Using Models in Dedicated Mode
Dedicated mode deploys a model to a dedicated instance. The instance is reserved exclusively for the model, which makes it suitable for production environments that need stable performance.
Characteristics
- Model runs on a dedicated instance
- Stable performance
- Suited to long-running deployments and sustained traffic
- Billed by instance runtime
Creating a Dedicated Endpoint
You can create a Dedicated endpoint through either of the following flows.

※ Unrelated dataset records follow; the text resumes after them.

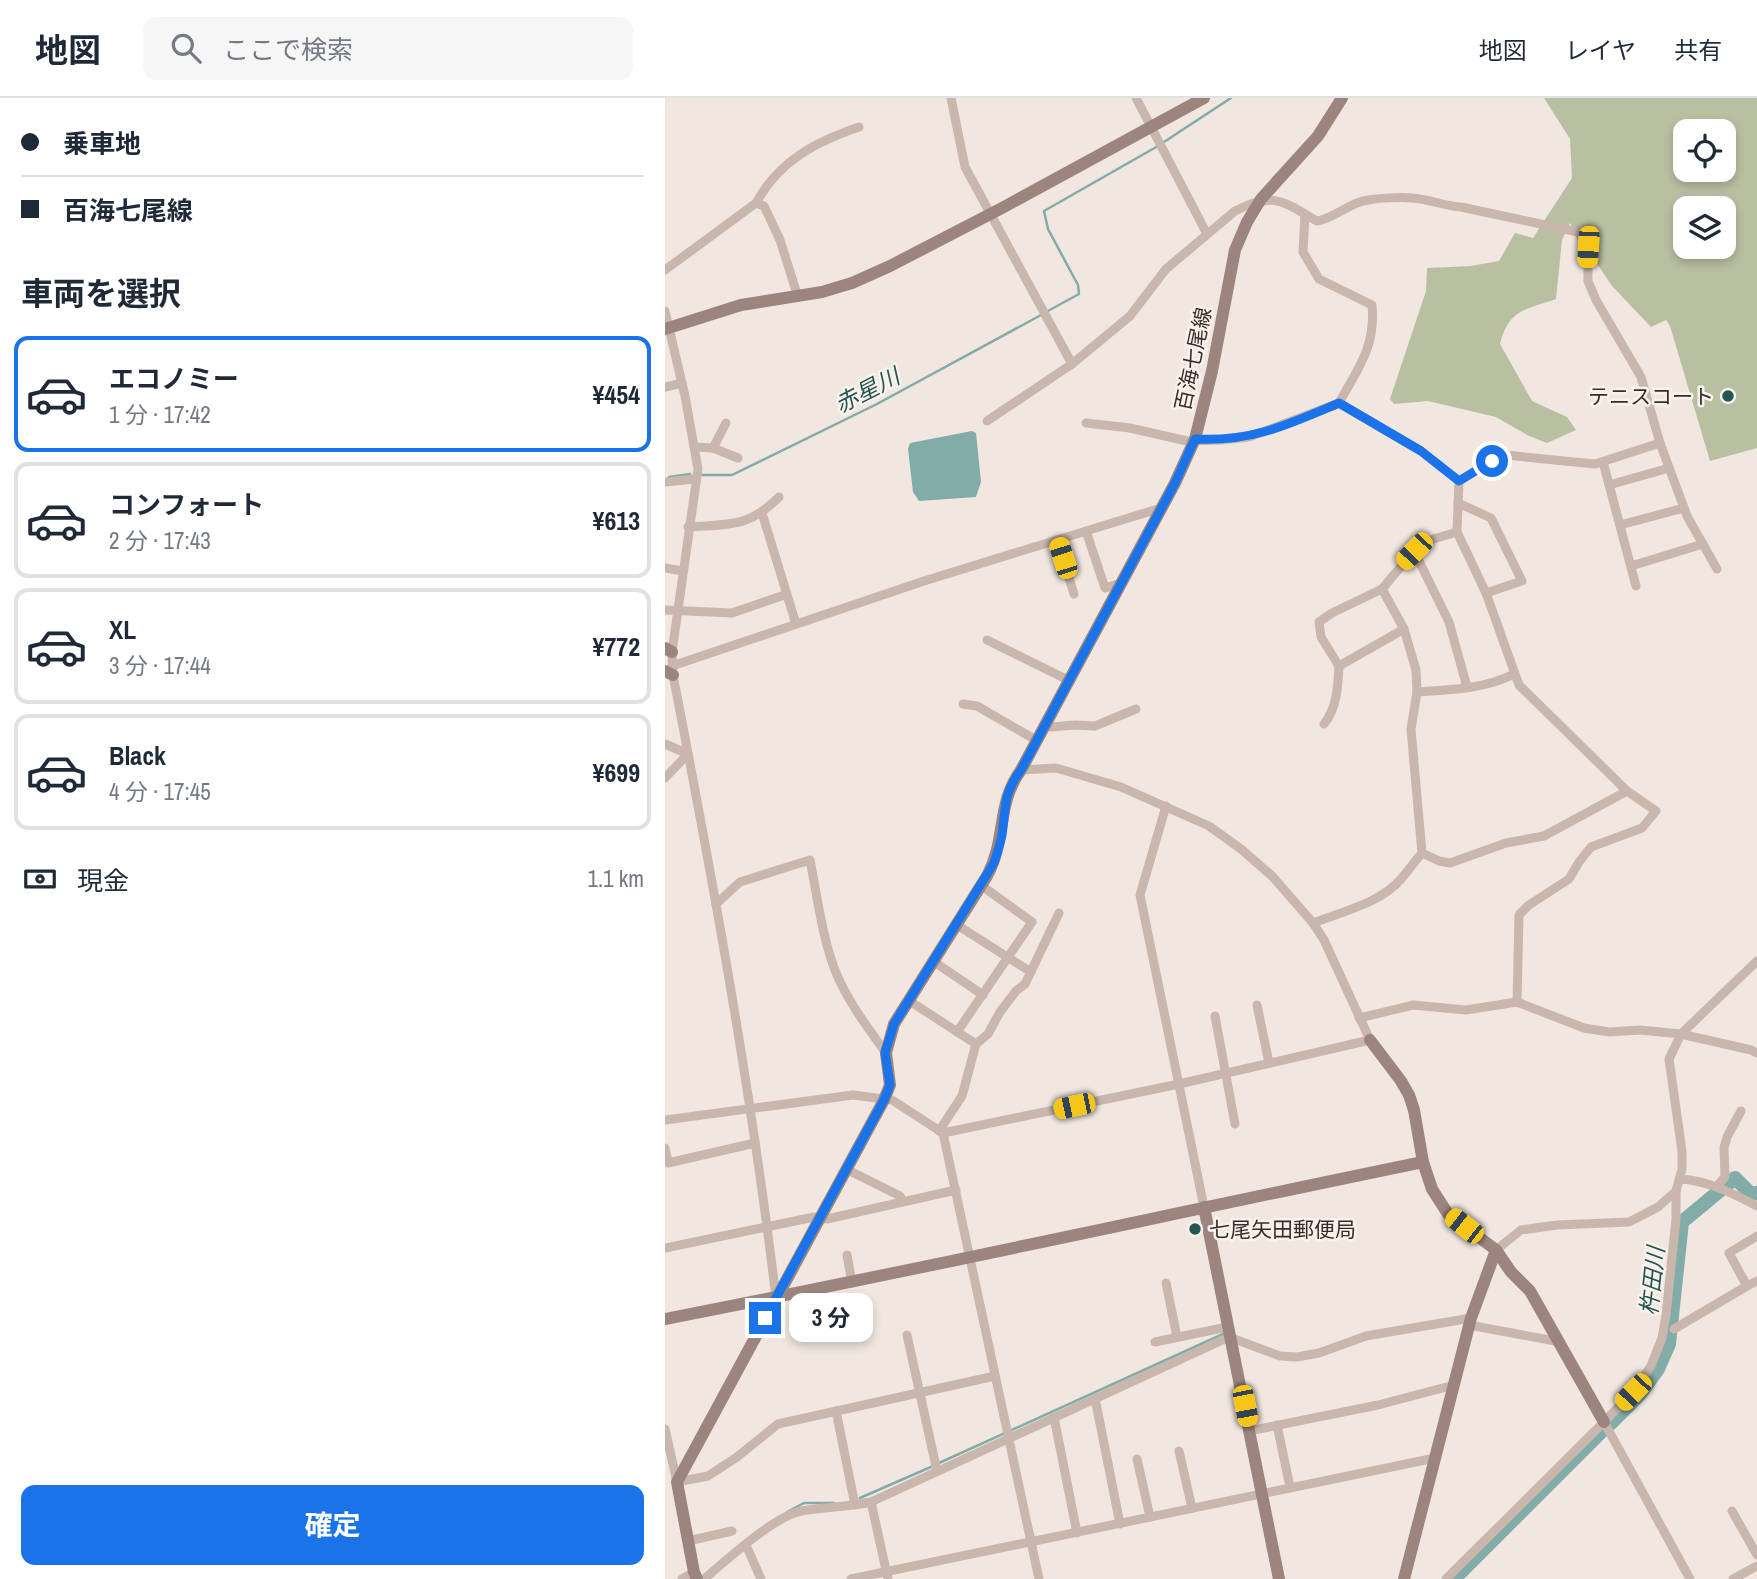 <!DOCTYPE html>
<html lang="ja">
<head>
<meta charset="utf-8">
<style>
	body { margin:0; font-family:"Archivo Narrow","Noto Sans JP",sans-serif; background:#f6f6f7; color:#1f2937; height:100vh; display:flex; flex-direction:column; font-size:26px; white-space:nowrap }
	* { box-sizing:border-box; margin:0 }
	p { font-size:23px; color:#747a83 }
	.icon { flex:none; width:38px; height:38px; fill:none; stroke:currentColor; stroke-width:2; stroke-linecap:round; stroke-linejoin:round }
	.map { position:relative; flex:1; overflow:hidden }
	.panel { display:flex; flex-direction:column; background:#fff; width:665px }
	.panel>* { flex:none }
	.top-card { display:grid; align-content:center; height:154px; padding:0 21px; background:#fff }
	.controls { position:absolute; left:1008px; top:21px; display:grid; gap:14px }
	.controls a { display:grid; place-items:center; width:63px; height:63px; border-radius:14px; background:#fff; box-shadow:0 4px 10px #0003; font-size:35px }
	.end { position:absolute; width:32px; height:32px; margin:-16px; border:9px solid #1a73e8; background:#fff; box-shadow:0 0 0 4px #fff }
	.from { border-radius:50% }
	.bubble { position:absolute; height:49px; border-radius:14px; background:#fff; box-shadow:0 4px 10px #0003; font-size:23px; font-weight:700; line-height:49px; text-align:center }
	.car { position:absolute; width:21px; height:42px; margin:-21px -10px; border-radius:9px; box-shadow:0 0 5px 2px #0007; background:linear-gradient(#f5c518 24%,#345 0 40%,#f5c518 0 76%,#345 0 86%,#f5c518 0) }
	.top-card b { display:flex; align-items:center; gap:24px; height:66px; font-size:26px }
	.top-card b+b { border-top:2px solid #e0e1e3 }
	.top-card i { width:18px; height:18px; background:#1f2937 }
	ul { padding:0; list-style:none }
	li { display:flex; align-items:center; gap:21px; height:116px; margin:0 14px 10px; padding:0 7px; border:4px solid #e0e1e3; border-radius:14px }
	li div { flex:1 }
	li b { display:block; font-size:26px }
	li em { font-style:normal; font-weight:700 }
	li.current { border-color:#1a73e8 }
	li>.icon { width:63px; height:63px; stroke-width:1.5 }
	h2 { padding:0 21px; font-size:32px; line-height:84px }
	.pay { display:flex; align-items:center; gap:18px; height:77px; padding:0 21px; font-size:26px }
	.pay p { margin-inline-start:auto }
	.cta { display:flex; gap:14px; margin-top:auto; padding:14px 21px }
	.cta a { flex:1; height:80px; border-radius:14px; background:#1a73e8; color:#fff; font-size:28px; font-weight:700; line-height:80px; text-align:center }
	header { display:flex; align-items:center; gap:42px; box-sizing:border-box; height:98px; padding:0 35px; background:#fff; border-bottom:2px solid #e0e1e3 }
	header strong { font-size:33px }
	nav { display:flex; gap:38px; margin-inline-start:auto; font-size:24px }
	.search { width:490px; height:63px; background:#f6f6f7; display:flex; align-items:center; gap:18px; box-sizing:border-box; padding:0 24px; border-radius:14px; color:#747a83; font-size:26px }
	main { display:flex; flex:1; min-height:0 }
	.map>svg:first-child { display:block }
	.green { fill:#b9bfa1; fill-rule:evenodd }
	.water { fill:#81aca8 }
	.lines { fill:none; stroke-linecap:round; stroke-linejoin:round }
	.stream { stroke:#81aca8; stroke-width:2.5 }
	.river { stroke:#81aca8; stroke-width:14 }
	.street { stroke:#c9b6ad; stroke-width:9 }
	.secondary { stroke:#9c857e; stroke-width:12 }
	.route { stroke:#1a73e8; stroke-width:9 }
	.poi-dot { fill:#235653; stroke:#f9f2ec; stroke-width:2.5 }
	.labels { text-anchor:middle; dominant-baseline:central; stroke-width:5; stroke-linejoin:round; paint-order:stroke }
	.street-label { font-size:21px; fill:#382d2b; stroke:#f9f2ec }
	.poi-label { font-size:21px; fill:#382d2b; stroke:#f9f2ec; text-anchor:end }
	.water-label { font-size:23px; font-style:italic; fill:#235653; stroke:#f9f2ec }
</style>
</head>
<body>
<header>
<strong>地図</strong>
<div class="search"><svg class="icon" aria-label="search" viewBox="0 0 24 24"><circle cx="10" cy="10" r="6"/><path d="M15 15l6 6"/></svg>ここで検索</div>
<nav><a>地図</a><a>レイヤ</a><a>共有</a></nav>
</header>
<main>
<section class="panel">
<div class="top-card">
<b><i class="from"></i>乗車地</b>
<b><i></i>百海七尾線</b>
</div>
<h2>車両を選択</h2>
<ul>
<li class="current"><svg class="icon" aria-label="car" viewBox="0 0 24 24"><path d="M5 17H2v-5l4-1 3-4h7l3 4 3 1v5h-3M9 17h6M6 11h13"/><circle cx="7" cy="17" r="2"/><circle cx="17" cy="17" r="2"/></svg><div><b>エコノミー</b><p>1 分 · 17:42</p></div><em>¥454</em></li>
<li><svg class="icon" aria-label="car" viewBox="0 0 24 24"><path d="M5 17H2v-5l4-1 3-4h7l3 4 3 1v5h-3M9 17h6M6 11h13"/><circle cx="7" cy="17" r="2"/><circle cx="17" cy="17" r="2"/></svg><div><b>コンフォート</b><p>2 分 · 17:43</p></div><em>¥613</em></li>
<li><svg class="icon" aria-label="car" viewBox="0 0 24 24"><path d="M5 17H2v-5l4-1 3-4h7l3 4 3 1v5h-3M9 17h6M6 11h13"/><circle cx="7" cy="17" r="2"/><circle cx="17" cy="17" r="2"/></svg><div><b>XL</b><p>3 分 · 17:44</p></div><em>¥772</em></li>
<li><svg class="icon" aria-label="car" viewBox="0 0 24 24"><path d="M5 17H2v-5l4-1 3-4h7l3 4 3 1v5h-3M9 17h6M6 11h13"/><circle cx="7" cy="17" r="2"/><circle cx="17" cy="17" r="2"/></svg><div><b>Black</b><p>4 分 · 17:45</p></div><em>¥699</em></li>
</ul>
<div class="pay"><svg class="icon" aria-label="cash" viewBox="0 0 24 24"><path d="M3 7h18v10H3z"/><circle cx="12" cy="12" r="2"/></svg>現金<p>1.1 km</p></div>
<div class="cta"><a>確定</a></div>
</section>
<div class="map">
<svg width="1092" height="1481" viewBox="0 0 1092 1481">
	<rect width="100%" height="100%" fill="#f1e7e0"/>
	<!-- green -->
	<path class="green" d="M879,0H1092V350L1045,363L1005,228L1001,222L986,229L947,188L905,125L897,142L891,201C860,212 844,211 835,246L867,303L902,319L911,332L882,345L864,338L831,319L763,303L729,306L725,301L761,193L762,170L806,168L834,163L850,135L868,140L907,80L905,41ZM1020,33H1059V72H1020ZM1020,110H1059V149H1020Z"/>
	<!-- water -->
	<polygon class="water" points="307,333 311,335 316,384 311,399 254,403 248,394 243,351 245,345"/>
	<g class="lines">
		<!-- stream -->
		<g class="stream">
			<polyline points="499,44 566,0"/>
			<polyline points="381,214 414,196 413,187 383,131 379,113 493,48"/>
			<polyline points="37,377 67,377 212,306 376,217"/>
			<polyline points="4,379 25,376"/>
			<polyline points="274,1365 558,1236"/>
			<polyline points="195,1400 268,1368"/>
			<polyline points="122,1414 139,1405 169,1405"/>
		</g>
		<!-- river -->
		<g class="river">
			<polyline points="945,1326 976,1295 993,1271 1004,1246 1017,1124 1070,1080 1086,1096 1092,1095"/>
			<polyline points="789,1481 938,1332"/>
		</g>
		<!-- street -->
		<g class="street">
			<polyline points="286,0 300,69 407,266"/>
			<polyline points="471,0 542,136"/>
			<path d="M91,105C114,63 150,44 194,29"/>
			<path d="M640,116L638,154L654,181L707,207C711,249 693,270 674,305"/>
			<polyline points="0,172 91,105 99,108 115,142 133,199"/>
			<path d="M0,213L20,298L33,371L7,554L8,577C48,783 86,991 111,1200"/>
			<polyline points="0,289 17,285"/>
			<path d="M322,323L407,266L465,218L501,171L570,113C609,93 617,103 652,123C670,120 685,104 703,102C713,100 737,99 747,100C764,101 779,108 796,109L913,134L923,149V183L931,202L976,279L995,345L1022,418L1052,471"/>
			<polyline points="421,325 465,330 522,343 557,342 584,339 674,305 756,353 794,383"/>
			<polyline points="29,349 48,350 61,325"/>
			<polyline points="48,350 73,360"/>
			<polyline points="938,364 971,488"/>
			<polyline points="0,384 30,381"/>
			<polyline points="944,387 1004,370"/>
			<polyline points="793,405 826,420 857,483 821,495"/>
			<polyline points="97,415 131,526"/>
			<polyline points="955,427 1019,410"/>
			<path d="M23,429C65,426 83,430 114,399"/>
			<polyline points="421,433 440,490 456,485"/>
			<polyline points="392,442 409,496"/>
			<polyline points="749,453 784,524 802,589"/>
			<polyline points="966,468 1038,446"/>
			<polyline points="0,470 18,473"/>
			<polyline points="0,512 67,515 122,496"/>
			<polyline points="739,531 674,568 656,539 654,524 667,515 717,491 749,453 768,441 792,434"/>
			<polyline points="322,542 403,582"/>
			<polyline points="7,568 259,483 496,410"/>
			<path d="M752,594C784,592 820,591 849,576"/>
			<polyline points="298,606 312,608 371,642"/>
			<polyline points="381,623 386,629 410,627 430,628 471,611"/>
			<path d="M659,626C672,610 673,588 674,568"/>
			<polyline points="0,646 23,656 0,680"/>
			<polyline points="501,708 475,797 539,1109"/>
			<polyline points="757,755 774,763 785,765 841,745 879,738 962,693"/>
			<path d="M51,806L75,784L145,762C152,797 158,845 172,877C184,905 203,930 221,955"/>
			<path d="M648,825C676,814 716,805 736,781C743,773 750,763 757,755L746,631L752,594L751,572L739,531L717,491"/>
			<polyline points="292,827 366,874"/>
			<polyline points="268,863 318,897"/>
			<polyline points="243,902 311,946"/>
			<polyline points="852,904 854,817 864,807 904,781 914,764 926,749 977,730 991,713 962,693 854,587 821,495 792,434 794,383 826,363 840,357 930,366 995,345"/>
			<polyline points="592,907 604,965"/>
			<polyline points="550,918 570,1026"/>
			<polyline points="694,920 748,907 801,912 852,904 919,930 944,934 975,932 1016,936 1086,952 1092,955"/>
			<polyline points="292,934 367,824 317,788"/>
			<polyline points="0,1022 188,997 227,1002 278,1035 514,986 705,942 659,842 648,825 607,778 576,751 544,728 456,689 391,670 356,672"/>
			<polyline points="274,1033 297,998 311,946 323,936 335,914 351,893 360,886 394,815"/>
			<polyline points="278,1035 374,1481"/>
			<polyline points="0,1050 3,1065 90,1045"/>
			<polyline points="181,1071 235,1098 238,1104"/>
			<path d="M1016,1081C1044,1083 1067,1095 1092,1108"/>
			<polyline points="1052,1088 1060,1079 1059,1050 1062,1039 1076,1013"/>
			<polyline points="1092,1138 1064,1155 1082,1188 1092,1183"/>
			<polyline points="0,1150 149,1119 162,1121 291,1092"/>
			<polyline points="831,1152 856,1132 892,1127 964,1124 993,1109 1011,1093 1017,1071 1017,1053 1004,961 1016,936 1092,863"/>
			<polyline points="182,1157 187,1185"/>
			<polyline points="501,1185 512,1239"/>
			<polyline points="804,1227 895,1244"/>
			<polyline points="1009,1231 1082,1188"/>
			<polyline points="242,1237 272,1373"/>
			<polyline points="490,1244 562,1229"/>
			<polyline points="430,1300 455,1426"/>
			<polyline points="171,1313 190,1407"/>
			<polyline points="389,1319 412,1435"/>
			<polyline points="939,1324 1025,1481"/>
			<polyline points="612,1327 625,1389"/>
			<polyline points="0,1331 12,1384 43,1378 72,1359 113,1326 330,1278"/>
			<polyline points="584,1333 713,1307 789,1287"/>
			<polyline points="514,1353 527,1410"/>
			<polyline points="472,1361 485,1419"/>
			<polyline points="206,1404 223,1481"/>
			<polyline points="1067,1413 1092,1457"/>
			<polyline points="23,1443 67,1433"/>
			<polyline points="81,1447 96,1481"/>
			<polyline points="17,1481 29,1474"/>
			<path d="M39,1481C62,1462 108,1419 136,1413C159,1409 183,1409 206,1404L564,1239L615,1258L632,1259L654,1255L701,1238L806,1220"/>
			<polyline points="186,1481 770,1360"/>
			<polyline points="781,1481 939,1324 968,1294 986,1268 997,1240 1001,1217 1011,1121 1011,1093"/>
			<polyline points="1068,1481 1092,1468"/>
		</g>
		<!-- secondary -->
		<g class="secondary">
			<polyline points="0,231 76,207 157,194 187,185 225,168 337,110 539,0"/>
			<polyline points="0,550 7,554"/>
			<polyline points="0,573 8,577"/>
			<polyline points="705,942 736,983 744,997 749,1012 758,1064 767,1091 783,1116 831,1152 846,1174 865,1193 939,1324"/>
			<polyline points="539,1109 614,1481"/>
			<path d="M0,1221C253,1172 505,1116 758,1064"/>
			<path d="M32,1481L29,1474L12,1384L219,1002L225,987L221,955L229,926L322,778C342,741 331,706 356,672L510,385L530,341L547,273L570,152L582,124L596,101L653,38L677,0"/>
			<polyline points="739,1481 806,1220 831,1152"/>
		</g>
	</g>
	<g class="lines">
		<!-- route -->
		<path class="route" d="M100,1220L219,1002L225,987L220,955L229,926L329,765C332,756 335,746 337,737C341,709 338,696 356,672L510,385L530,341C587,344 622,327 674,305L756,353L794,383L827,363"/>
	</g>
	<!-- markers -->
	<g class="poi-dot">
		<circle cx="1063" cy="298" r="7"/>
		<circle cx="530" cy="1131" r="7"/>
	</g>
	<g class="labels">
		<!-- street labels -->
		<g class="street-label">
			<text transform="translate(528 261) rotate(-78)">百海七尾線</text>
		</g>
		<!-- poi labels -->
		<g class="poi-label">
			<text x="1049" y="298">テニスコート</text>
			<text x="544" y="1131" text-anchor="start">七尾矢田郵便局</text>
		</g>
		<!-- water labels -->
		<g class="water-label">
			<text transform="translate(202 292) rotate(-27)">赤星川</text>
			<text transform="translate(987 1183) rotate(-84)">杵田川</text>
		</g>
	</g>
</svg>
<div class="controls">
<a><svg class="icon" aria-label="locate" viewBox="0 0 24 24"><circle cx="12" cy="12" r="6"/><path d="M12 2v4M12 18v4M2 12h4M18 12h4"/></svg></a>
<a><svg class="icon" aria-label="layers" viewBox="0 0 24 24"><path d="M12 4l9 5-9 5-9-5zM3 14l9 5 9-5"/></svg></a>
</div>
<i class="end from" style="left:827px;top:363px"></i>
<i class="end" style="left:100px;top:1220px"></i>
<div class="bubble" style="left:124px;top:1195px;width:84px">3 分</div>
<i class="car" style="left:923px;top:149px;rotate:183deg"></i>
<i class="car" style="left:749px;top:453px;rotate:224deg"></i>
<i class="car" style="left:398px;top:460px;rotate:342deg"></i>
<i class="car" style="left:409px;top:1008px;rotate:258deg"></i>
<i class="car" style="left:799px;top:1128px;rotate:308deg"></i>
<i class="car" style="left:968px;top:1294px;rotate:224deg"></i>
<i class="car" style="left:580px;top:1308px;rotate:169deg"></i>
</div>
</main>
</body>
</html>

- ML API → Go to Dedicated endpoints
- Click Create Endpoint
- Choose a model
- Enter an endpoint name
- Choose instance specs (CPU / GPU / NPU)
- Enable autoscaling or set a fixed instance count
- Configure API rate limit
- Endpoint creation complete
Or

- ML API → Go to Model Library
- Choose a model that supports Dedicated
- Choose the model version policy
- Enter an endpoint name
- Choose instance specs (CPU / GPU / NPU)
- Enable autoscaling or set a fixed instance count
- Configure API rate limit
- Endpoint creation complete
For autoscaling, see the Autoscaling page.
📌 Note: You can run up to 20 instances.
📌 Note: API Rate Limit caps the number of API calls and can be set up to 1000. RPM is calls per minute, RPH is calls per hour, and PRD is calls per day.
Managing Dedicated Endpoints

Dedicated endpoints you've created can be managed from the list.
What you can manage
- API name
- Model info
- Attached instance specs
- Creator
- Current number of running instances
Edit

You can edit a Dedicated endpoint's name, specs, instance count, and so on.
📌 Note: Setting the instance count to 0 stops billing.
📌 Note: Instances managed by Dedicated endpoints are created and managed separately from Run Box instances; they are fully isolated resources.
Deleting and Cleanup
You can delete endpoints you no longer use.
- Deleting an endpoint terminates the runtime resources attached to it.
- Deleting an endpoint that is currently running also stops billing.
Calling a Dedicated Endpoint
Calls to a Dedicated endpoint require API key authentication. Include the API key in the request header.
⚠️ Note: When the Dedicated API instance is in
PendingorStoppedstate, the API cannot accept requests.
For API keys, see Managing API Keys.
For how to call deployed models, see API Requests.
Pricing
Dedicated mode is billed by instance runtime.
- Hourly rate depends on the selected instance specs
- Billing applies only while the instance is running